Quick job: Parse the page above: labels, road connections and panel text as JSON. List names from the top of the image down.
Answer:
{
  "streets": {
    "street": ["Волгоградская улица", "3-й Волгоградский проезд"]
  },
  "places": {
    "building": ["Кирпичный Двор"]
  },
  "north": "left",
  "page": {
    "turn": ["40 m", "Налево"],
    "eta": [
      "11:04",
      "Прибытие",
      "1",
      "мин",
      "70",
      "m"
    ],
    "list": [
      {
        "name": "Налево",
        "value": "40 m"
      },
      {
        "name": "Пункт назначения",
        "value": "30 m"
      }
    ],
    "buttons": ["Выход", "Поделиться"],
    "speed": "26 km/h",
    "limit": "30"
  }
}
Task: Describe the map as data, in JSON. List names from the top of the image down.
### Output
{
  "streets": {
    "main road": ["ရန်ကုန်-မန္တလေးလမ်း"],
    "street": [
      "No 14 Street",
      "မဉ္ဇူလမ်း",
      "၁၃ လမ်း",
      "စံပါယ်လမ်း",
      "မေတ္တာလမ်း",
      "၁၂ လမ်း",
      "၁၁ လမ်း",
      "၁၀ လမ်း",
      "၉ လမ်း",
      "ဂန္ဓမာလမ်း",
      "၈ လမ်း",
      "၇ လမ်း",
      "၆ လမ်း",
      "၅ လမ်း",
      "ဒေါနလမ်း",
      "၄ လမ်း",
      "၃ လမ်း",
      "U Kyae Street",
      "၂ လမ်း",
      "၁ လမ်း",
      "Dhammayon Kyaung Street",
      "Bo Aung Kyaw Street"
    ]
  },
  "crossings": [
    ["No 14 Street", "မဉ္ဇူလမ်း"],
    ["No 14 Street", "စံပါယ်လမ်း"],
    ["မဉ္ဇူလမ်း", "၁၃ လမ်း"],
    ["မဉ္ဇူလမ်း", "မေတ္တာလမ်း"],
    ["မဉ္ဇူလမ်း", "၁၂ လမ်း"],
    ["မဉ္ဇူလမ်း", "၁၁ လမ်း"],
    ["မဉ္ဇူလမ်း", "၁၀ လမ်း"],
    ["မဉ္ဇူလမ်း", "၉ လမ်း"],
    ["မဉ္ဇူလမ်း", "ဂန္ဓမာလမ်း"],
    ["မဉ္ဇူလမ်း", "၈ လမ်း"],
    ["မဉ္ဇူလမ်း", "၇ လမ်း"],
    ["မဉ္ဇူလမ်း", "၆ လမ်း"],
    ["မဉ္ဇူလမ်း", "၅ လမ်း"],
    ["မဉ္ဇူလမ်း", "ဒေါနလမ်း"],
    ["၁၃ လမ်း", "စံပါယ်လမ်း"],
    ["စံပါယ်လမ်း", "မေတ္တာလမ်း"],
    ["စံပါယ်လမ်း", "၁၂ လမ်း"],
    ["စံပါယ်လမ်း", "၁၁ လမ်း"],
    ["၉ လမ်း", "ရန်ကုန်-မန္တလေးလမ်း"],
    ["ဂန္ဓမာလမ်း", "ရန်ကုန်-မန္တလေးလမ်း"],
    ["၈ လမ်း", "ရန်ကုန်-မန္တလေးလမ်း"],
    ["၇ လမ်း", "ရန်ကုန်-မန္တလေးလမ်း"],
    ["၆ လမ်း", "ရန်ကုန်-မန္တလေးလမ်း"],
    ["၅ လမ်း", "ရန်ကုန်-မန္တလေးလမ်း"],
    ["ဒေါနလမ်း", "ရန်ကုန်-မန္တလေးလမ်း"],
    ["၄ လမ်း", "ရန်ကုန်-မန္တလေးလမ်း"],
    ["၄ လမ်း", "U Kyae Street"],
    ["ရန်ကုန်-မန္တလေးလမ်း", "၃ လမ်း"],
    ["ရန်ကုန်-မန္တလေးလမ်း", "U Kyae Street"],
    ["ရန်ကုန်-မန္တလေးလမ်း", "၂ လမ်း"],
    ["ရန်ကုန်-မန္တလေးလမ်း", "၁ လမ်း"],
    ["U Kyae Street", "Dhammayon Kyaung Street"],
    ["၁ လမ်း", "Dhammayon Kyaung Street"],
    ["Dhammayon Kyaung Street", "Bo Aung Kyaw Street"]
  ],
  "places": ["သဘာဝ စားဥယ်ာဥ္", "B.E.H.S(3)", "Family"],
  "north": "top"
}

----------------

Task prompt: Exactly as they stand above, retype all of the records.

Answer space:
Quick job: Parse the page above: labels, road connections and panel text as JSON. List names from the top of the image down.
Answer:
{
  "streets": {
    "street": ["Волгоградская улица", "3-й Волгоградский проезд"]
  },
  "places": {
    "building": ["Кирпичный Двор"]
  },
  "north": "left",
  "page": {
    "turn": ["40 m", "Налево"],
    "eta": [
      "11:04",
      "Прибытие",
      "1",
      "мин",
      "70",
      "m"
    ],
    "list": [
      {
        "name": "Налево",
        "value": "40 m"
      },
      {
        "name": "Пункт назначения",
        "value": "30 m"
      }
    ],
    "buttons": ["Выход", "Поделиться"],
    "speed": "26 km/h",
    "limit": "30"
  }
}
Task: Describe the map as data, in JSON. List names from the top of the image down.
### Output
{
  "streets": {
    "main road": ["ရန်ကုန်-မန္တလေးလမ်း"],
    "street": [
      "No 14 Street",
      "မဉ္ဇူလမ်း",
      "၁၃ လမ်း",
      "စံပါယ်လမ်း",
      "မေတ္တာလမ်း",
      "၁၂ လမ်း",
      "၁၁ လမ်း",
      "၁၀ လမ်း",
      "၉ လမ်း",
      "ဂန္ဓမာလမ်း",
      "၈ လမ်း",
      "၇ လမ်း",
      "၆ လမ်း",
      "၅ လမ်း",
      "ဒေါနလမ်း",
      "၄ လမ်း",
      "၃ လမ်း",
      "U Kyae Street",
      "၂ လမ်း",
      "၁ လမ်း",
      "Dhammayon Kyaung Street",
      "Bo Aung Kyaw Street"
    ]
  },
  "crossings": [
    ["No 14 Street", "မဉ္ဇူလမ်း"],
    ["No 14 Street", "စံပါယ်လမ်း"],
    ["မဉ္ဇူလမ်း", "၁၃ လမ်း"],
    ["မဉ္ဇူလမ်း", "မေတ္တာလမ်း"],
    ["မဉ္ဇူလမ်း", "၁၂ လမ်း"],
    ["မဉ္ဇူလမ်း", "၁၁ လမ်း"],
    ["မဉ္ဇူလမ်း", "၁၀ လမ်း"],
    ["မဉ္ဇူလမ်း", "၉ လမ်း"],
    ["မဉ္ဇူလမ်း", "ဂန္ဓမာလမ်း"],
    ["မဉ္ဇူလမ်း", "၈ လမ်း"],
    ["မဉ္ဇူလမ်း", "၇ လမ်း"],
    ["မဉ္ဇူလမ်း", "၆ လမ်း"],
    ["မဉ္ဇူလမ်း", "၅ လမ်း"],
    ["မဉ္ဇူလမ်း", "ဒေါနလမ်း"],
    ["၁၃ လမ်း", "စံပါယ်လမ်း"],
    ["စံပါယ်လမ်း", "မေတ္တာလမ်း"],
    ["စံပါယ်လမ်း", "၁၂ လမ်း"],
    ["စံပါယ်လမ်း", "၁၁ လမ်း"],
    ["၉ လမ်း", "ရန်ကုန်-မန္တလေးလမ်း"],
    ["ဂန္ဓမာလမ်း", "ရန်ကုန်-မန္တလေးလမ်း"],
    ["၈ လမ်း", "ရန်ကုန်-မန္တလေးလမ်း"],
    ["၇ လမ်း", "ရန်ကုန်-မန္တလေးလမ်း"],
    ["၆ လမ်း", "ရန်ကုန်-မန္တလေးလမ်း"],
    ["၅ လမ်း", "ရန်ကုန်-မန္တလေးလမ်း"],
    ["ဒေါနလမ်း", "ရန်ကုန်-မန္တလေးလမ်း"],
    ["၄ လမ်း", "ရန်ကုန်-မန္တလေးလမ်း"],
    ["၄ လမ်း", "U Kyae Street"],
    ["ရန်ကုန်-မန္တလေးလမ်း", "၃ လမ်း"],
    ["ရန်ကုန်-မန္တလေးလမ်း", "U Kyae Street"],
    ["ရန်ကုန်-မန္တလေးလမ်း", "၂ လမ်း"],
    ["ရန်ကုန်-မန္တလေးလမ်း", "၁ လမ်း"],
    ["U Kyae Street", "Dhammayon Kyaung Street"],
    ["၁ လမ်း", "Dhammayon Kyaung Street"],
    ["Dhammayon Kyaung Street", "Bo Aung Kyaw Street"]
  ],
  "places": ["သဘာဝ စားဥယ်ာဥ္", "B.E.H.S(3)", "Family"],
  "north": "top"
}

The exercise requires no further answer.